Capítulo 2: "This Charming Man", The Smiths
Blaine se giró para mirar a Kurt y luego regresó su mirada a Dave, que les sonreía sin intención de ocultar su sorpresa y curiosidad. Blaine boqueó un poco y la sonrisa de Dave se ensanchó.
—Dave Karofsky —dijo el propio Dave mientras le tendía la mano—. No pretendo que me recuerdes después de tantos años pero solía molestar a Kurt e intenté suicidarme. Lo sé, una descripción muy pobre de mi terrible juventud. Te aseguro que las cosas mejoraron con el tiempo y la descripción es más amplia.
—Te recuerdo. No podría olvidarte. —Blaine le apretó la mano con fuerza y un segundo después vio llegar a Kurt a su lado. Éste abrazó a Dave efusivamente y le sonrió.
—Te ves genial, David. —Karofsky sonrió antes de soltarle.
—Creo que eso si ha sido una formalidad. ¿Qué hacen aquí? —Dave seguía sonriendo—. Ya sé, parece una frase hecha pero no tanto como el clásico cuánto tiempo sin vernos. —Kurt se rió por la propia torpeza de la situación y porque, a pesar de todo, Dave se veía demasiado relajado—. Nunca pensé en encontrarlos aquí, tal vez en Los Ángeles o en Nueva York, a menos que hayan venido a presentar un espectáculo o…

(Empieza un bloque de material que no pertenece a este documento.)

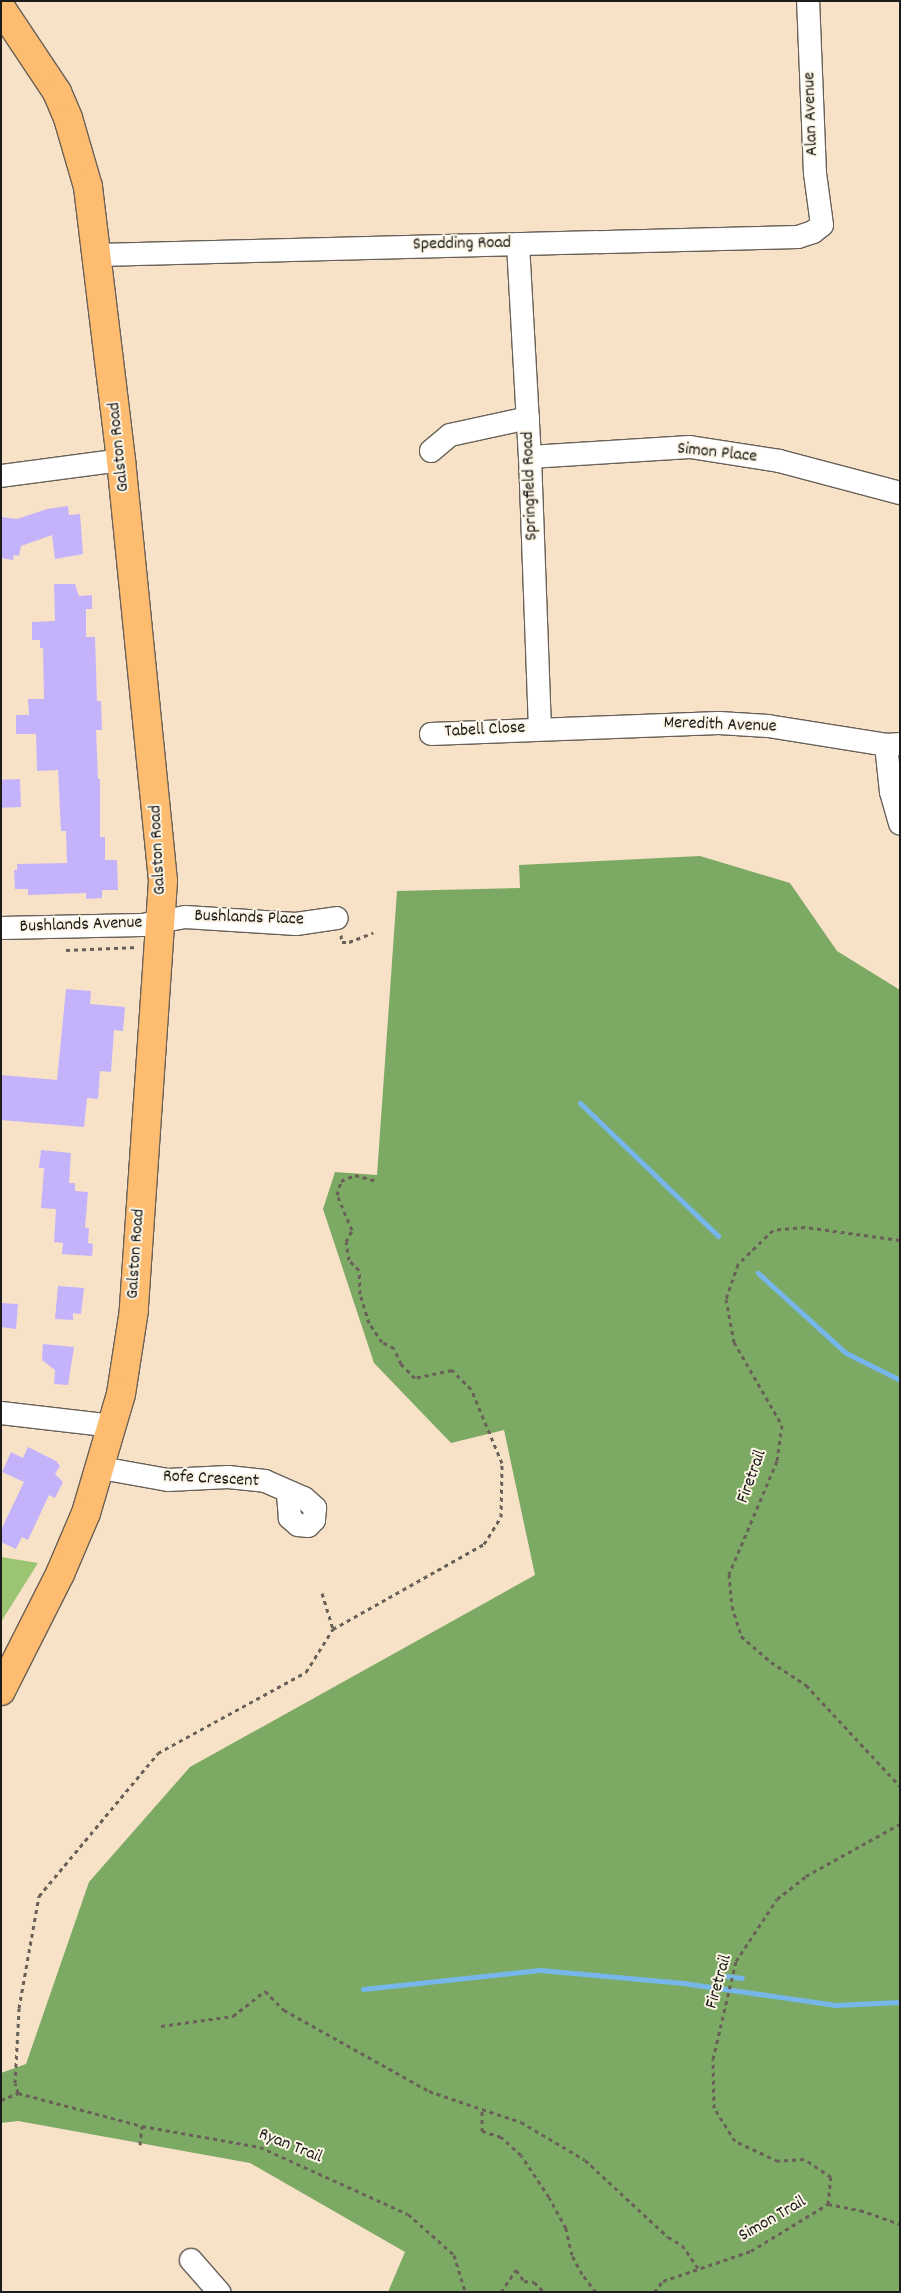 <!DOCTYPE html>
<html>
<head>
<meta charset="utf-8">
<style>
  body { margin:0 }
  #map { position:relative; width:901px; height:2293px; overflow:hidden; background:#f7e2c8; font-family:Dekko,sans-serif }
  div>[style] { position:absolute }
  .green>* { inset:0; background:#9bc572 }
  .forest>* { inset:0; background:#7caa64 }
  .stream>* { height:5px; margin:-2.5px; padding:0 2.5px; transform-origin:2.5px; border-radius:2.5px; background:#77b6ea }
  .building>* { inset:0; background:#c4b3fa; transform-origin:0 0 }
  .path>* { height:3px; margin-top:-1.5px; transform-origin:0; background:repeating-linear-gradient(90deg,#696158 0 4px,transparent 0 8px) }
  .roads { filter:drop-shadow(1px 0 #696158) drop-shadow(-1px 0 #696158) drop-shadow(0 1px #696158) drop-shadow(0 -1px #696158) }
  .minor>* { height:22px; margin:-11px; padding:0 11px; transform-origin:11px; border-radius:11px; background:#fff }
  .major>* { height:28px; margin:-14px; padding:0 14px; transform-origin:14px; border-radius:14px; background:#fdbc6f }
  span { translate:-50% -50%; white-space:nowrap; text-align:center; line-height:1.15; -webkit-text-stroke:4px #fcf5e5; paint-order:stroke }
  .street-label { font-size:18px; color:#1c1c1c }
  .frame { position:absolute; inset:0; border:2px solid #1c1c1c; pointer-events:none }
</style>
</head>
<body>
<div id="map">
  <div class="green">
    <div style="clip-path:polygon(1px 1557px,38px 1563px,1px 1622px)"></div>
  </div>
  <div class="forest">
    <div style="clip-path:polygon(700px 856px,790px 883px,837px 951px,900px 990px,900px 2292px,388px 2292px,405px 2252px,250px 2163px,18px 2121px,1px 2123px,1px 2073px,26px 2064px,89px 1882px,190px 1767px,535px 1575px,504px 1430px,451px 1443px,374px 1363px,323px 1209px,335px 1172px,377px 1175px,397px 891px,520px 888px,519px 865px)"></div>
  </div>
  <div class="stream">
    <div style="left:580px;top:1103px;width:192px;rotate:43.9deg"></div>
    <div style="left:758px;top:1273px;width:119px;rotate:42.3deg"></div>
    <div style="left:846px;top:1353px;width:60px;rotate:26.6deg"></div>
    <div style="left:726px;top:1976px;width:16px;rotate:7deg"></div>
    <div style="left:363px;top:1989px;width:178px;rotate:-6.1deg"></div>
    <div style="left:540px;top:1970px;width:144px;rotate:5.2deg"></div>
    <div style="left:683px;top:1983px;width:154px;rotate:8.2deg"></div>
    <div style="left:835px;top:2005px;width:65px;rotate:-2.6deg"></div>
  </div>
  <div class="building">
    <div style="clip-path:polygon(68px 506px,69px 515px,80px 514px,83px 554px,55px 559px,52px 535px,21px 546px,19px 556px,14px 555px,13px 560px,1px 558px,1px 517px,17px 519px,47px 509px)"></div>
    <div style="clip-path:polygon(54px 584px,75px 584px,79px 596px,92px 595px,92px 609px,86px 609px,86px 637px,95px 637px,97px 701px,101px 701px,102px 730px,96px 730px,98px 779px,100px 779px,100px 837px,105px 837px,105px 860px,117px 860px,118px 890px,102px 890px,102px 898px,86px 899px,86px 893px,28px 895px,28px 889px,15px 889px,14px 870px,17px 870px,17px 864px,67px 863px,66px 831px,61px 831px,58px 770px,37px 771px,36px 734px,16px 734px,16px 715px,29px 715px,28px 699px,44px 699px,43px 648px,40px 648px,40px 640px,32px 640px,32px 622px,55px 621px)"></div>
    <div style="left:20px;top:779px;width:28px;height:19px;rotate:88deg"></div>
    <div style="clip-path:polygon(66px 989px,91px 991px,90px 1004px,125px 1007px,123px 1031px,114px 1030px,111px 1072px,100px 1071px,98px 1099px,87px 1098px,84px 1127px,1px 1120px,1px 1075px,57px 1080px)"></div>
    <div style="clip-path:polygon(41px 1150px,71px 1153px,69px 1183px,75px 1183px,75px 1191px,88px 1192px,85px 1228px,89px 1228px,88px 1243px,93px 1244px,92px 1256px,62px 1254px,63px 1243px,54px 1242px,56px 1209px,41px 1208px,44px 1168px,39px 1168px)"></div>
    <div style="clip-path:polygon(58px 1286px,84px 1288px,81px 1314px,73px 1313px,73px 1320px,55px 1319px)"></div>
    <div style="clip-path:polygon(1px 1303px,18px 1304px,16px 1329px,1px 1327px)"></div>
    <div style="clip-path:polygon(43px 1344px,74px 1347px,68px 1385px,54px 1384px,55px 1370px,42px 1360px)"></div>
    <div style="clip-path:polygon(28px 1447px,56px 1461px,60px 1466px,55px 1474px,63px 1482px,55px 1498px,49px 1495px,28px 1540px,22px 1537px,16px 1549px,1px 1542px,1px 1530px,24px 1482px,2px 1472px,11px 1452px,23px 1458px)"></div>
  </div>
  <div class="path">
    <div style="left:341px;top:935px;width:7px;rotate:82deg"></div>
    <div style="left:342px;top:942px;width:7px"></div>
    <div style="left:349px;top:942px;width:26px;rotate:-21deg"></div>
    <div style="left:66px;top:950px;width:72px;rotate:-2.4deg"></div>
    <div style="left:900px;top:1240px;width:96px;rotate:-172.2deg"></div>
    <div style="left:805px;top:1227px;width:32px;rotate:175deg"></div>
    <div style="left:773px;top:1230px;width:49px;rotate:135.8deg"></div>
    <div style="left:738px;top:1264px;width:37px;rotate:109deg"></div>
    <div style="left:726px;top:1299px;width:44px;rotate:79.5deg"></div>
    <div style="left:734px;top:1342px;width:96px;rotate:60deg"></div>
    <div style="left:782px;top:1425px;width:36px;rotate:98deg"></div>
    <div style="left:777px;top:1461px;width:123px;rotate:113deg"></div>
    <div style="left:729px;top:1574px;width:32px;rotate:85deg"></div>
    <div style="left:732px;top:1606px;width:31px;rotate:73deg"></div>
    <div style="left:741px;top:1636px;width:40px;rotate:41deg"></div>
    <div style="left:771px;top:1662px;width:42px;rotate:33.3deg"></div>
    <div style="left:806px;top:1685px;width:138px;rotate:47.1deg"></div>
    <div style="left:322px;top:1593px;width:38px;rotate:73deg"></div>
    <div style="left:161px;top:2026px;width:73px;rotate:-7.9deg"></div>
    <div style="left:233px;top:2016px;width:41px;rotate:-38deg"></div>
    <div style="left:265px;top:1991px;width:27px;rotate:45deg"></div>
    <div style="left:284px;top:2010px;width:166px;rotate:29.2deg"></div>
    <div style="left:429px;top:2091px;width:56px;rotate:18.8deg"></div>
    <div style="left:18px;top:2093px;width:10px;rotate:-107deg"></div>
    <div style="left:15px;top:2083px;width:75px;rotate:-86.9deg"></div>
    <div style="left:19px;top:2008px;width:114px;rotate:-79.9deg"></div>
    <div style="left:39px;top:1896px;width:186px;rotate:-50.2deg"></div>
    <div style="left:158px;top:1753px;width:169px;rotate:-28.7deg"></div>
    <div style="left:306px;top:1672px;width:51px;rotate:-57.9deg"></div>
    <div style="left:333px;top:1629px;width:173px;rotate:-29.4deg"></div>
    <div style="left:484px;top:1544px;width:32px;rotate:-58deg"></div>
    <div style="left:501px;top:1517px;width:54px;rotate:-88.9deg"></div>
    <div style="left:502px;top:1463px;width:80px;rotate:-112.7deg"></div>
    <div style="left:471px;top:1389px;width:27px;rotate:-135deg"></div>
    <div style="left:452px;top:1370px;width:38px;rotate:168deg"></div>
    <div style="left:415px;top:1378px;width:20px;rotate:-135deg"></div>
    <div style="left:401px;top:1364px;width:17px;rotate:-114deg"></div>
    <div style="left:394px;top:1348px;width:13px;rotate:-153deg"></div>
    <div style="left:382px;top:1342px;width:23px;rotate:-124deg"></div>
    <div style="left:369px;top:1323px;width:30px;rotate:-107deg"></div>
    <div style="left:360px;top:1294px;width:24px;rotate:-92deg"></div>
    <div style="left:359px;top:1270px;width:14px;rotate:-135deg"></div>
    <div style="left:349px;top:1260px;width:18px;rotate:-99deg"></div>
    <div style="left:346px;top:1242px;width:13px;rotate:-63deg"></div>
    <div style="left:352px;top:1230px;width:38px;rotate:-113deg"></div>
    <div style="left:337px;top:1195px;width:15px;rotate:-74deg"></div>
    <div style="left:341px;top:1181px;width:15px;rotate:-23deg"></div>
    <div style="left:355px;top:1175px;width:20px;rotate:15deg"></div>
    <div style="left:1px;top:2100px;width:18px;rotate:-22deg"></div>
    <div style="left:18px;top:2093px;width:128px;rotate:14.9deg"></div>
    <div style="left:142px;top:2126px;width:120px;rotate:10.1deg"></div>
    <div style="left:260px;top:2147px;width:162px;rotate:24.4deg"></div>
    <div style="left:408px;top:2214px;width:62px;rotate:41.7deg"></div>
    <div style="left:454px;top:2255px;width:39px;rotate:73deg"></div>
    <div style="left:140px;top:2145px;width:19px;rotate:-84deg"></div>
    <div style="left:828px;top:2204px;width:33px;rotate:11deg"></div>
    <div style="left:860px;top:2210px;width:42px;rotate:19.3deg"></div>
    <div style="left:501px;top:2292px;width:27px;rotate:-56deg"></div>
    <div style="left:516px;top:2270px;width:14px;rotate:54deg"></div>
    <div style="left:524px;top:2281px;width:10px;rotate:6deg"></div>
    <div style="left:534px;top:2282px;width:14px;rotate:45deg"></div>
    <div style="left:596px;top:2292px;width:23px;rotate:-128deg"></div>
    <div style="left:582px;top:2274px;width:21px;rotate:-118deg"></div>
    <div style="left:572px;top:2255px;width:28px;rotate:-103deg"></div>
    <div style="left:566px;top:2228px;width:35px;rotate:-119deg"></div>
    <div style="left:549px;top:2197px;width:50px;rotate:-123.7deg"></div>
    <div style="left:521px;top:2155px;width:27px;rotate:-138deg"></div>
    <div style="left:501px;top:2137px;width:20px;rotate:-162deg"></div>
    <div style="left:482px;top:2131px;width:22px;rotate:-90deg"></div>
    <div style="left:482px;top:2109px;width:41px;rotate:18.4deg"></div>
    <div style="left:521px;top:2122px;width:74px;rotate:30.7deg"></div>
    <div style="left:585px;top:2160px;width:113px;rotate:42.9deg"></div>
    <div style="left:668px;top:2237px;width:16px;rotate:30deg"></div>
    <div style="left:682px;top:2245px;width:29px;rotate:55deg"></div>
    <div style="left:654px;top:2292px;width:14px;rotate:-51deg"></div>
    <div style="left:663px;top:2281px;width:93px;rotate:-18.8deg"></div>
    <div style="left:751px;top:2251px;width:90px;rotate:-31.4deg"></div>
    <div style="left:828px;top:2204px;width:27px;rotate:-84deg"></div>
    <div style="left:831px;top:2177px;width:32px;rotate:-146deg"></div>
    <div style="left:804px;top:2159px;width:26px;rotate:176deg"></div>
    <div style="left:778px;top:2161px;width:47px;rotate:-155.1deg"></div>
    <div style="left:735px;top:2141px;width:39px;rotate:-122deg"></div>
    <div style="left:714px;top:2108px;width:49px;rotate:-91.2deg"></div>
    <div style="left:713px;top:2059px;width:101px;rotate:-76.8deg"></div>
    <div style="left:736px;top:1961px;width:74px;rotate:-56.5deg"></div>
    <div style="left:777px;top:1899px;width:37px;rotate:-38deg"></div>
    <div style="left:806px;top:1876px;width:107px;rotate:-29deg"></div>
  </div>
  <div class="roads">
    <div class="minor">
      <div style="left:518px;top:244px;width:213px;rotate:86.8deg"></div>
      <div style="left:530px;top:457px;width:271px;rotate:87.9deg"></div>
      <div style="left:99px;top:255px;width:699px;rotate:-1.48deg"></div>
      <div style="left:798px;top:237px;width:16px;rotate:-18deg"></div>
      <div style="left:813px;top:232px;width:11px;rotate:-38deg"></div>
      <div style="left:822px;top:225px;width:52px;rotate:-97.7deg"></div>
      <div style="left:815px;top:173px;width:172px;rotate:-92.3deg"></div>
      <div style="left:431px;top:451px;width:25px;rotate:-40deg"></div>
      <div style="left:450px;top:435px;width:80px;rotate:-12.3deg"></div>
      <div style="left:530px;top:457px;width:160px;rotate:-3.6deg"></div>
      <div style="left:690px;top:447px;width:90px;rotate:8.9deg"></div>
      <div style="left:779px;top:461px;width:125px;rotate:14.8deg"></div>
      <div style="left:1px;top:476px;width:121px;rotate:-7.6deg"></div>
      <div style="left:431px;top:734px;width:288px;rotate:-2.2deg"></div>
      <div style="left:719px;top:723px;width:49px;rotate:3.5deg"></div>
      <div style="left:768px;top:726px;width:120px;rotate:9.1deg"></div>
      <div style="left:886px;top:745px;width:14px;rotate:-4deg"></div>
      <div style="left:886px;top:745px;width:47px;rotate:83.9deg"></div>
      <div style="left:891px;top:792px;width:33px;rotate:74deg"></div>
      <div style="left:1px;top:928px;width:141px;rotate:-1.2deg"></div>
      <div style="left:142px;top:925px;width:44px;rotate:-10.5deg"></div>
      <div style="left:185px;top:917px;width:111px;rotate:3.6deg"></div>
      <div style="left:296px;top:924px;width:41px;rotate:-8.3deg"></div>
      <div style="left:1px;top:1413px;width:113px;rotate:6.6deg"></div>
      <div style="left:101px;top:1468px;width:68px;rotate:10.2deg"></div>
      <div style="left:168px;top:1480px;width:60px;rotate:-2.9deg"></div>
      <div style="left:228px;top:1477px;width:37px;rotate:6deg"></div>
      <div style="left:265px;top:1481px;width:43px;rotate:23.6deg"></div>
      <div style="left:304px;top:1498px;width:15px;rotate:42deg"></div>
      <div style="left:315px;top:1508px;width:12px;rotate:95deg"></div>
      <div style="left:314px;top:1520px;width:8px;rotate:135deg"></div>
      <div style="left:308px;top:1526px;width:10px;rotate:-174deg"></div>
      <div style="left:298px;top:1525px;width:11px;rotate:-139deg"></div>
      <div style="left:290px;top:1518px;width:25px;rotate:-95deg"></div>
      <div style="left:191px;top:2260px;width:43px;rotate:48.8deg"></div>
    </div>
    <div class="major">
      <div style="left:1px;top:8px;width:101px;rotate:56.3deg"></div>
      <div style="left:57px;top:92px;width:28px;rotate:67deg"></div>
      <div style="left:68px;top:118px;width:72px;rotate:73.8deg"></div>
      <div style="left:88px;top:187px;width:275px;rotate:83.1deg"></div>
      <div style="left:121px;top:460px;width:423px;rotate:84.3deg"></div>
      <div style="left:163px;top:881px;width:430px;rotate:93.9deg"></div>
      <div style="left:134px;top:1310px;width:85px;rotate:98.8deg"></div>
      <div style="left:121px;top:1394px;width:124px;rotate:106.4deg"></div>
      <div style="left:86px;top:1513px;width:66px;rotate:113.1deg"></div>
      <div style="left:60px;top:1574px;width:131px;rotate:116.8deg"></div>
    </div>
  </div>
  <div class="street-label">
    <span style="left:812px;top:114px;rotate:-92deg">Alan Avenue</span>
    <span style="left:462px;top:245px;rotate:-1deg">Spedding Road</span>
    <span style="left:120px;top:447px;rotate:-96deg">Galston Road</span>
    <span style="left:717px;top:454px;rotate:6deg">Simon Place</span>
    <span style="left:531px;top:486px;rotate:-92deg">Springfield Road</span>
    <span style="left:720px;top:726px;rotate:2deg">Meredith Avenue</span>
    <span style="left:485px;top:731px;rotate:-3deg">Tabell Close</span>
    <span style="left:159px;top:850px;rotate:-93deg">Galston Road</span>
    <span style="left:249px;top:919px;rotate:2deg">Bushlands Place</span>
    <span style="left:81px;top:926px;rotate:-2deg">Bushlands Avenue</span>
    <span style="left:137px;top:1254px;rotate:-86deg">Galston Road</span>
    <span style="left:753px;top:1477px;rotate:-70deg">Firetrail</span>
    <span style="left:211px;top:1480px;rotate:3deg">Rofe Crescent</span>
    <span style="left:720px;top:1982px;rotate:-74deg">Firetrail</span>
    <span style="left:290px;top:2147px;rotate:22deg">Ryan Trail</span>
    <span style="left:773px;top:2220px;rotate:-30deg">Simon Trail</span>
  </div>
  <div class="frame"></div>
</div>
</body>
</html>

—A jugar —dijo Blaine simplemente. Kurt le cogió la mano en señal de apoyo. Pese a que intentaba estar bien sabían que Blaine no se encontraba tranquilo. Eran demasiados años de lucha perdidos y no sólo en el juego. Habían tenido la derrota pegada a la espalda desde la casilla de salida.
—Claro, simplemente a jugar. —Dave pudo detectar de inmediato la leve tensión entre la pareja. Era parte de su oficio, aprender a detectar los leves titubeos, los problemas, el deseo de ocultar algo con palabras.
—¿Y tú? ¿Estás de vacaciones? ¿Algún hombre bello que te acompañé? —Dave rió profundamente.
—El bello acompañante aún no llega. Y no, no estoy de vacaciones. De hecho vengo por negocios. El hotel y el casino están en venta y me recomendaron adquirirlos. —Durante mucho tiempo Dave había estado preocupado por lo pedantes que sonaban frases así pero de nuevo su buen amigo Sebastian le había dicho algo completamente cierto: Nunca te avergüences de lo que tienes, cariño. Es tu dinero, el producto de tu trabajo. Preocúpate cuando seas millonario e idiota. Esos son los peores. Dave no presumía de su dinero, sólo hablaba con sinceridad de lo que hacía, en ese caso, comprar el hotel.
—Vaya… Eso es impresionante. —El comentario de Blaine era genuino. Estaba gratamente sorprendido del progreso de Dave y… Vaya que parecía tener dinero. Dave sonrió levemente sin poder evitar avergonzarse un poco.
—¿Les molesta si los invito a cenar? Seguro que prefieren estar solos pero hace años que no veo a nadie de Lima. Bueno, además de Az, pero él no cuenta. Hace años que no visita Lima. Creo que lo odia aún más que yo.
Kurt miró a Blaine, quien estaba muy sorprendido de la actitud de Dave. Se veía a lo lejos que nunca se hubiese esperado un encuentro así.
Si era honesto, Kurt no había pensado en David durante años. Un mes después de dejar el hospital Dave había desaparecido y aunque intentó saber de él le fue imposible encontrar información. David no tenía amigos y ni siquiera su madre parecía interesada en saber nada de su hijo. Así que Kurt tuvo que olvidarlo por el simple hecho de que no tenía manera de saber nada de él. Los años habían pasado, Kurt había tenido otras relaciones, había intentado olvidar a Blaine mil veces y luego se había vuelto a enamorar de él. David Karofsky ni siquiera había pasado por su mente en esos años.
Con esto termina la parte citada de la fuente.